Every picture stays out; everything else in the listing below is to be returned exactly.

··· INFORMATION SUPPLIED ···

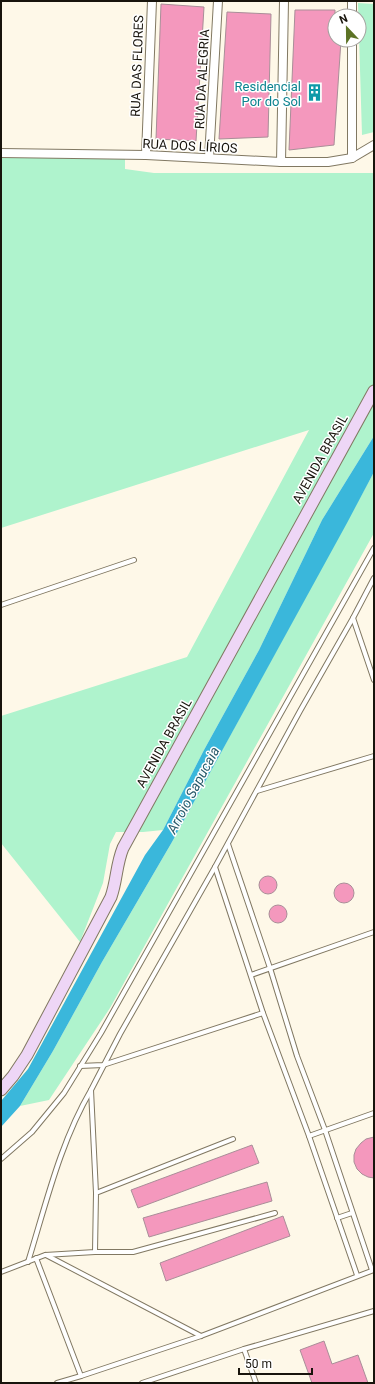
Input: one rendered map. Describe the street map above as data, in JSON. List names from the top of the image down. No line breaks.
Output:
{"streets":{"main road":["AVENIDA BRASIL"],"street":["RUA DAS FLORES","RUA DA ALEGRIA","RUA DOS LÍRIOS"]},"crossings":[["RUA DAS FLORES","RUA DOS LÍRIOS"],["RUA DA ALEGRIA","RUA DOS LÍRIOS"]],"water":["Arroio Sapucaia"],"places":{"building":["Residencial Por do Sol"]},"scale_bar":"50 m","north":"top"}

···

→ **EXERCISE RESULT**
Input: one rendered map. Describe the street map above as data, in JSON. List names from the top of the image down. No line breaks.
Output:
{"streets":{"main road":["AVENIDA BRASIL"],"street":["RUA DAS FLORES","RUA DA ALEGRIA","RUA DOS LÍRIOS"]},"crossings":[["RUA DAS FLORES","RUA DOS LÍRIOS"],["RUA DA ALEGRIA","RUA DOS LÍRIOS"]],"water":["Arroio Sapucaia"],"places":{"building":["Residencial Por do Sol"]},"scale_bar":"50 m","north":"top"}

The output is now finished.